= Beginning of Section =
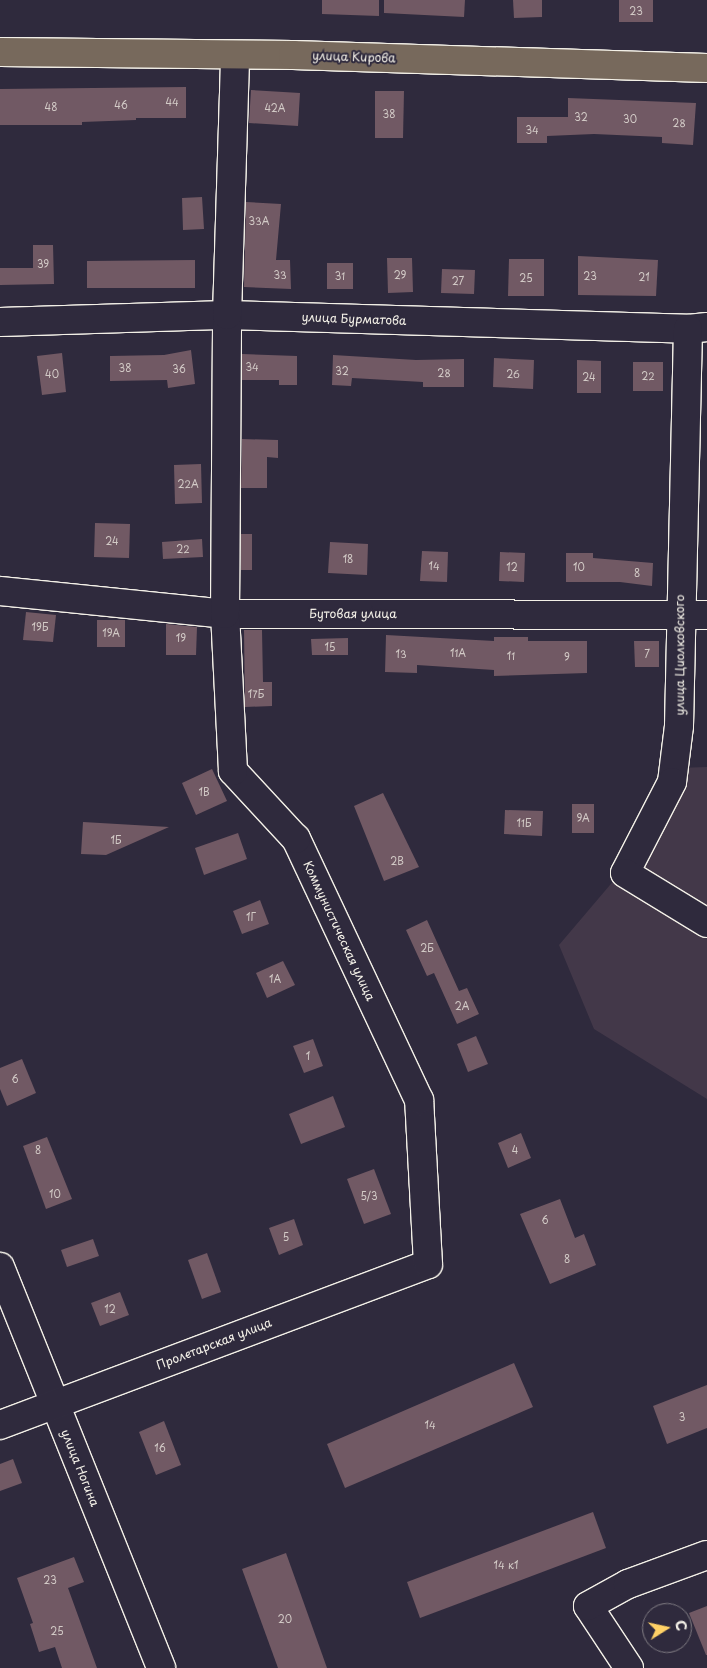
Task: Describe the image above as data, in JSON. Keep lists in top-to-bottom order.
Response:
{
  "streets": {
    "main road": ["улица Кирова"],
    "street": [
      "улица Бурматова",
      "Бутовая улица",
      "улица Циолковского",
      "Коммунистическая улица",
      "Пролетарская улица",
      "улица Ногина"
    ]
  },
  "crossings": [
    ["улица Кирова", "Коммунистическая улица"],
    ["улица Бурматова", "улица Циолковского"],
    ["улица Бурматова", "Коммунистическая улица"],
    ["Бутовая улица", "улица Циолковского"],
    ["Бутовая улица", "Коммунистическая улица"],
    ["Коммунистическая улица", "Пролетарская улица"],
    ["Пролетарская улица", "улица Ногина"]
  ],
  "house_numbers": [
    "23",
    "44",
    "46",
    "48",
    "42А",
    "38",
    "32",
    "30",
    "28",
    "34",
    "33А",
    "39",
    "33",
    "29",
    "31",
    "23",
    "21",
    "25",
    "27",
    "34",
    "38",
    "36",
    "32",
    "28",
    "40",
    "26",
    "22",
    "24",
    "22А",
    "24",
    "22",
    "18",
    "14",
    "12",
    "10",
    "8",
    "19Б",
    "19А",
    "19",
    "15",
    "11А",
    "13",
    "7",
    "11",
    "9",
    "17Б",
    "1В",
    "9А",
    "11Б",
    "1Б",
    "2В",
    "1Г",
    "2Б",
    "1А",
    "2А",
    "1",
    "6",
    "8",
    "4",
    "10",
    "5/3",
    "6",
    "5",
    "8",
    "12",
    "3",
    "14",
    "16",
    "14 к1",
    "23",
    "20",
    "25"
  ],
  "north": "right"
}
= End of Section =
> _TRY IT_
Although the records contain pictures, return only their text, exactly as written.

> _TASK RESULT_
Task: Describe the image above as data, in JSON. Keep lists in top-to-bottom order.
Response:
{
  "streets": {
    "main road": ["улица Кирова"],
    "street": [
      "улица Бурматова",
      "Бутовая улица",
      "улица Циолковского",
      "Коммунистическая улица",
      "Пролетарская улица",
      "улица Ногина"
    ]
  },
  "crossings": [
    ["улица Кирова", "Коммунистическая улица"],
    ["улица Бурматова", "улица Циолковского"],
    ["улица Бурматова", "Коммунистическая улица"],
    ["Бутовая улица", "улица Циолковского"],
    ["Бутовая улица", "Коммунистическая улица"],
    ["Коммунистическая улица", "Пролетарская улица"],
    ["Пролетарская улица", "улица Ногина"]
  ],
  "house_numbers": [
    "23",
    "44",
    "46",
    "48",
    "42А",
    "38",
    "32",
    "30",
    "28",
    "34",
    "33А",
    "39",
    "33",
    "29",
    "31",
    "23",
    "21",
    "25",
    "27",
    "34",
    "38",
    "36",
    "32",
    "28",
    "40",
    "26",
    "22",
    "24",
    "22А",
    "24",
    "22",
    "18",
    "14",
    "12",
    "10",
    "8",
    "19Б",
    "19А",
    "19",
    "15",
    "11А",
    "13",
    "7",
    "11",
    "9",
    "17Б",
    "1В",
    "9А",
    "11Б",
    "1Б",
    "2В",
    "1Г",
    "2Б",
    "1А",
    "2А",
    "1",
    "6",
    "8",
    "4",
    "10",
    "5/3",
    "6",
    "5",
    "8",
    "12",
    "3",
    "14",
    "16",
    "14 к1",
    "23",
    "20",
    "25"
  ],
  "north": "right"
}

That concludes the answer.